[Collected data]
>>>>

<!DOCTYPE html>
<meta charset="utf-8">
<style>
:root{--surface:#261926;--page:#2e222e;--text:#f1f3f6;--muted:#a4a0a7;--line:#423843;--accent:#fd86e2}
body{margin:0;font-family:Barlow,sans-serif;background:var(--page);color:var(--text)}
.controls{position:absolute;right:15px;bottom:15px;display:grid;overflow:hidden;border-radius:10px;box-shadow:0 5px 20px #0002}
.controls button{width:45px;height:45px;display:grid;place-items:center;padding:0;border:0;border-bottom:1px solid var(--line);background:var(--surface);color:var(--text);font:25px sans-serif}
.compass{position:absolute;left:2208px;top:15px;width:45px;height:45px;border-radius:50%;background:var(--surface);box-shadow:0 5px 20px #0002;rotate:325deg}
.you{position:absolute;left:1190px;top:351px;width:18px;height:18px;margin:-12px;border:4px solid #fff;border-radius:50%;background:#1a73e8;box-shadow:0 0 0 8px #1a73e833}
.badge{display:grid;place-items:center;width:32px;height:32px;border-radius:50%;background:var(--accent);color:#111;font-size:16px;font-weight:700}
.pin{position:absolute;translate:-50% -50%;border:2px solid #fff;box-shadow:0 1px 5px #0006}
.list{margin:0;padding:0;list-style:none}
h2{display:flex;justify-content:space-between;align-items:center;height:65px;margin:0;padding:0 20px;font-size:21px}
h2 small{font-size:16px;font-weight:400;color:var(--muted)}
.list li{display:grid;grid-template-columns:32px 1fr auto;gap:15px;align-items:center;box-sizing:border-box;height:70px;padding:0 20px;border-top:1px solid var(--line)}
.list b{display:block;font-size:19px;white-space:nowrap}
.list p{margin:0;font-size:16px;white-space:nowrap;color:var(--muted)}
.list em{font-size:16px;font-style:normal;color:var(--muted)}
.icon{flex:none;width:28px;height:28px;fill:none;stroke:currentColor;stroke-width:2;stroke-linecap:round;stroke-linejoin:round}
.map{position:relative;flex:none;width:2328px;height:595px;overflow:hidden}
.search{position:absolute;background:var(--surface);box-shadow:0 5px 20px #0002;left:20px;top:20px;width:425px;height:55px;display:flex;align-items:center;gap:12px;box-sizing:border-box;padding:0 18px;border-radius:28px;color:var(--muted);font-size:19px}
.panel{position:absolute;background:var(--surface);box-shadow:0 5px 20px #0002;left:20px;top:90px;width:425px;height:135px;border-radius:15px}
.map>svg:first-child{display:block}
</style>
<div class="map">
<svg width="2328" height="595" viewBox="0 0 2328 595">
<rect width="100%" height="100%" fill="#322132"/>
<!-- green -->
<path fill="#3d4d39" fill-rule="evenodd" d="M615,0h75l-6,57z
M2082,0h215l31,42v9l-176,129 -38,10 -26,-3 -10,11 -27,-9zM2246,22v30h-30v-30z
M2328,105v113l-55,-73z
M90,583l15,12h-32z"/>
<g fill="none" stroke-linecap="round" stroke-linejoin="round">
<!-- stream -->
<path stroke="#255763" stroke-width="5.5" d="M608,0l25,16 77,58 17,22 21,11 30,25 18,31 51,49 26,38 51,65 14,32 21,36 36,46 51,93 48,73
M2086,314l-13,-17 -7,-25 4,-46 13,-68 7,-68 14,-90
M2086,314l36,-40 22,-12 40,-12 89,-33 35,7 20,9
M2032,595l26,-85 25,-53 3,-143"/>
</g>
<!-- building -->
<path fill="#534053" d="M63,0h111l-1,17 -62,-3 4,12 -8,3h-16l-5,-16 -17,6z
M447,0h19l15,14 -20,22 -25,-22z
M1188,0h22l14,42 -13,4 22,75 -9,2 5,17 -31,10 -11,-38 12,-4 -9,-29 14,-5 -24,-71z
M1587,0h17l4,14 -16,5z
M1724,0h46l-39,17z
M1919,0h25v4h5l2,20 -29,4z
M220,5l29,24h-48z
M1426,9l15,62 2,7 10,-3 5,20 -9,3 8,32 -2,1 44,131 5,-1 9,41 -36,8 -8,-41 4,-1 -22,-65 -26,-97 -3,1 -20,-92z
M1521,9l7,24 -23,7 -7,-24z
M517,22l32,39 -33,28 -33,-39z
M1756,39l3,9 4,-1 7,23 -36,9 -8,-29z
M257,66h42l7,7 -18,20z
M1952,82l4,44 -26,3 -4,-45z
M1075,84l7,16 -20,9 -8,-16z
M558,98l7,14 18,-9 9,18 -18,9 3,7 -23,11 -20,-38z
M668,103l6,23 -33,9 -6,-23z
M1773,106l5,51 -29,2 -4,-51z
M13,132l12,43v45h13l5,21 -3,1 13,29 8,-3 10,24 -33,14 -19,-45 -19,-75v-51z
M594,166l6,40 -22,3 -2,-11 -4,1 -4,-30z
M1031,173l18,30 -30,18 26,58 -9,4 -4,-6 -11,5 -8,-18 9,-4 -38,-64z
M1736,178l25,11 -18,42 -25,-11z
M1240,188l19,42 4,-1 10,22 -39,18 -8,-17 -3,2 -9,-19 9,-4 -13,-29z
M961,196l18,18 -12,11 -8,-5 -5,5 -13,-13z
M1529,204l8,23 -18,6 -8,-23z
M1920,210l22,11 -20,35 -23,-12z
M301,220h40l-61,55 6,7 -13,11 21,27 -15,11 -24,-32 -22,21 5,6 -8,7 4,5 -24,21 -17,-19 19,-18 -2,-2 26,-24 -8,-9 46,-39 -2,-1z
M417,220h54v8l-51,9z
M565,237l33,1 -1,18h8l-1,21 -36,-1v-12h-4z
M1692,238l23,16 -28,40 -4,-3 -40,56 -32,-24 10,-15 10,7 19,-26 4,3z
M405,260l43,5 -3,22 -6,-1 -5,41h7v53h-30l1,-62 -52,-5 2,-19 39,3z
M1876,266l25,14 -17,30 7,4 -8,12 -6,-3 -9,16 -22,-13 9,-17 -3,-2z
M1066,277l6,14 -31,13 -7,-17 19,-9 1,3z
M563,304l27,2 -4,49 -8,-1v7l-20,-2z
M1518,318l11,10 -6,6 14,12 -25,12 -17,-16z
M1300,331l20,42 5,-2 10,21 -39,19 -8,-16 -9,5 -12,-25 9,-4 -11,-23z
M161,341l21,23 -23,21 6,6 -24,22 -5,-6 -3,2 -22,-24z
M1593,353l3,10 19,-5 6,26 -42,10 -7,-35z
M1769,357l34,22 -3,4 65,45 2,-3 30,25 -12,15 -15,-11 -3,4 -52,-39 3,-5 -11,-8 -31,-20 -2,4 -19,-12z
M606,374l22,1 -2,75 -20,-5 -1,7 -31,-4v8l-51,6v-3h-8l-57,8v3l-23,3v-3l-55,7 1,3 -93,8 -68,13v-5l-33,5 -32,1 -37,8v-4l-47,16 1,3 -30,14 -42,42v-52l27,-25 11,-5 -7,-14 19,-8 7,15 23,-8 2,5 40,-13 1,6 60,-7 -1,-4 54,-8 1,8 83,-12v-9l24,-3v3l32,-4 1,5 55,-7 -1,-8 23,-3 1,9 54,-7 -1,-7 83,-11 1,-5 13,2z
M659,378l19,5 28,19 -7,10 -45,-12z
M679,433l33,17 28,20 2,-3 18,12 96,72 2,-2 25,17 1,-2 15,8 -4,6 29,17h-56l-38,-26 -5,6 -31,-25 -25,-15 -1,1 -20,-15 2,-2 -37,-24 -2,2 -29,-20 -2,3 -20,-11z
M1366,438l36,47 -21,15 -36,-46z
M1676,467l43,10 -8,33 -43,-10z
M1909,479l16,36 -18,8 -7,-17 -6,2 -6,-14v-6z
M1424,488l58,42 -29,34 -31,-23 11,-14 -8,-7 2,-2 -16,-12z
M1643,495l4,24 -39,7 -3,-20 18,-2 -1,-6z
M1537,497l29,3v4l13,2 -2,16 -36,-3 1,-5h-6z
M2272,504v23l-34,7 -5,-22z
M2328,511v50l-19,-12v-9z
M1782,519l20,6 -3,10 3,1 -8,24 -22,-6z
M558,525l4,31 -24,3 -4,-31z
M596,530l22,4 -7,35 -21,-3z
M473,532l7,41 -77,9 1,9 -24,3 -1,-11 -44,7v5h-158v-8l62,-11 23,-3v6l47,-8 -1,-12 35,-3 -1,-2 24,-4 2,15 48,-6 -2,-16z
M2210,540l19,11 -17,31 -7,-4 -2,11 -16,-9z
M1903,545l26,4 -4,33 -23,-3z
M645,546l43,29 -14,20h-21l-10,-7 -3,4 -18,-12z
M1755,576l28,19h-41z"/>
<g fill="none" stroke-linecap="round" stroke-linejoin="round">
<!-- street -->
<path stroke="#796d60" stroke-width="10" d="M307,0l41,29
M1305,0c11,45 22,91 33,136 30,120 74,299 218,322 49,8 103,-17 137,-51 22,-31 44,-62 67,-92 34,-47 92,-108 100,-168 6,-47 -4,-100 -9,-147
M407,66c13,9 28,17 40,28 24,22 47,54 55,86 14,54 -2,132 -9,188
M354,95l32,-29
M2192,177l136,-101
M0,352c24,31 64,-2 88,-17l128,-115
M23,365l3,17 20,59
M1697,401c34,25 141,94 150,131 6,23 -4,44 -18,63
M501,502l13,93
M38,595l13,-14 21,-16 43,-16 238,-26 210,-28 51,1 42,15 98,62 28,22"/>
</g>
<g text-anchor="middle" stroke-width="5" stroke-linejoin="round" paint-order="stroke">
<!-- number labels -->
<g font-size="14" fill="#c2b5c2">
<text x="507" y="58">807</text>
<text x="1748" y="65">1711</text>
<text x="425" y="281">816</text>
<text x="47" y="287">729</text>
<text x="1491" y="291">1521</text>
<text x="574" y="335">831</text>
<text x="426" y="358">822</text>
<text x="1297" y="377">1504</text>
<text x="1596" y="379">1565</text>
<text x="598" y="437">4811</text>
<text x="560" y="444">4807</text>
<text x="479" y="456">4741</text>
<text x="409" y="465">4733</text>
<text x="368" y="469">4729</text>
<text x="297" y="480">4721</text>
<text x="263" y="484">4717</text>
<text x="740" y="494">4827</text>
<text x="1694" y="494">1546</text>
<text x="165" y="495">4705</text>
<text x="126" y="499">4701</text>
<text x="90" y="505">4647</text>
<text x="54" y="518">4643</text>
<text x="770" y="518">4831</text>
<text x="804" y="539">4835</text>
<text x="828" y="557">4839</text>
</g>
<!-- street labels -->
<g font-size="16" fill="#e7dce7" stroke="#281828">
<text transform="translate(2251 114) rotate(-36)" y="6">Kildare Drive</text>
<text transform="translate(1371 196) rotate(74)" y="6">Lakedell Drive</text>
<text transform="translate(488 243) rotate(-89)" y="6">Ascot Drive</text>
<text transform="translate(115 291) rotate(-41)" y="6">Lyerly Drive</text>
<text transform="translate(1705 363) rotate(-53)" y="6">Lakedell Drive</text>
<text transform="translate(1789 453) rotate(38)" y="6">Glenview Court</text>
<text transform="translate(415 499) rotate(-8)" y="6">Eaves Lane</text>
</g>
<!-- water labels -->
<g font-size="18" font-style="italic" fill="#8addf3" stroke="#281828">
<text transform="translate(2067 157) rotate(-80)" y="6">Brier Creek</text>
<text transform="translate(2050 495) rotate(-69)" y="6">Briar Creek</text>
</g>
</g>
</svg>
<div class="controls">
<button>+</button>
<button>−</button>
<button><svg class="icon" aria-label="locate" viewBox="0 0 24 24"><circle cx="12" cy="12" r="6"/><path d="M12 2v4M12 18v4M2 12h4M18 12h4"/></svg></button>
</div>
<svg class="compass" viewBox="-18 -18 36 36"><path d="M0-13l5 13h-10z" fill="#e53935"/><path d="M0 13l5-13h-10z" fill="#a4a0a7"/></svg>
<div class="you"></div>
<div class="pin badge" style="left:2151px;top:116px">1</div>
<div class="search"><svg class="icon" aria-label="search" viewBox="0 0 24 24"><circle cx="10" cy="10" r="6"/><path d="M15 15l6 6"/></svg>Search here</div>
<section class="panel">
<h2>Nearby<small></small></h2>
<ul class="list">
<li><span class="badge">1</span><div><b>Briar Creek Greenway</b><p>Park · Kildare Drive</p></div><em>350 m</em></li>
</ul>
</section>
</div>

<<<<

### BRIEF:
When the line with "M2210,540l19,11 -17,31 -7,-4 -2,11 -16,-9z" is reached in the data above, start copying there, and copy each line exactly until the line with "<!-- street labels -->" has been copied; copy nothing else.

### RESPONSE TO THIS TASK:
M2210,540l19,11 -17,31 -7,-4 -2,11 -16,-9z
M1903,545l26,4 -4,33 -23,-3z
M645,546l43,29 -14,20h-21l-10,-7 -3,4 -18,-12z
M1755,576l28,19h-41z"/>
<g fill="none" stroke-linecap="round" stroke-linejoin="round">
<!-- street -->
<path stroke="#796d60" stroke-width="10" d="M307,0l41,29
M1305,0c11,45 22,91 33,136 30,120 74,299 218,322 49,8 103,-17 137,-51 22,-31 44,-62 67,-92 34,-47 92,-108 100,-168 6,-47 -4,-100 -9,-147
M407,66c13,9 28,17 40,28 24,22 47,54 55,86 14,54 -2,132 -9,188
M354,95l32,-29
M2192,177l136,-101
M0,352c24,31 64,-2 88,-17l128,-115
M23,365l3,17 20,59
M1697,401c34,25 141,94 150,131 6,23 -4,44 -18,63
M501,502l13,93
M38,595l13,-14 21,-16 43,-16 238,-26 210,-28 51,1 42,15 98,62 28,22"/>
</g>
<g text-anchor="middle" stroke-width="5" stroke-linejoin="round" paint-order="stroke">
<!-- number labels -->
<g font-size="14" fill="#c2b5c2">
<text x="507" y="58">807</text>
<text x="1748" y="65">1711</text>
<text x="425" y="281">816</text>
<text x="47" y="287">729</text>
<text x="1491" y="291">1521</text>
<text x="574" y="335">831</text>
<text x="426" y="358">822</text>
<text x="1297" y="377">1504</text>
<text x="1596" y="379">1565</text>
<text x="598" y="437">4811</text>
<text x="560" y="444">4807</text>
<text x="479" y="456">4741</text>
<text x="409" y="465">4733</text>
<text x="368" y="469">4729</text>
<text x="297" y="480">4721</text>
<text x="263" y="484">4717</text>
<text x="740" y="494">4827</text>
<text x="1694" y="494">1546</text>
<text x="165" y="495">4705</text>
<text x="126" y="499">4701</text>
<text x="90" y="505">4647</text>
<text x="54" y="518">4643</text>
<text x="770" y="518">4831</text>
<text x="804" y="539">4835</text>
<text x="828" y="557">4839</text>
</g>
<!-- street labels -->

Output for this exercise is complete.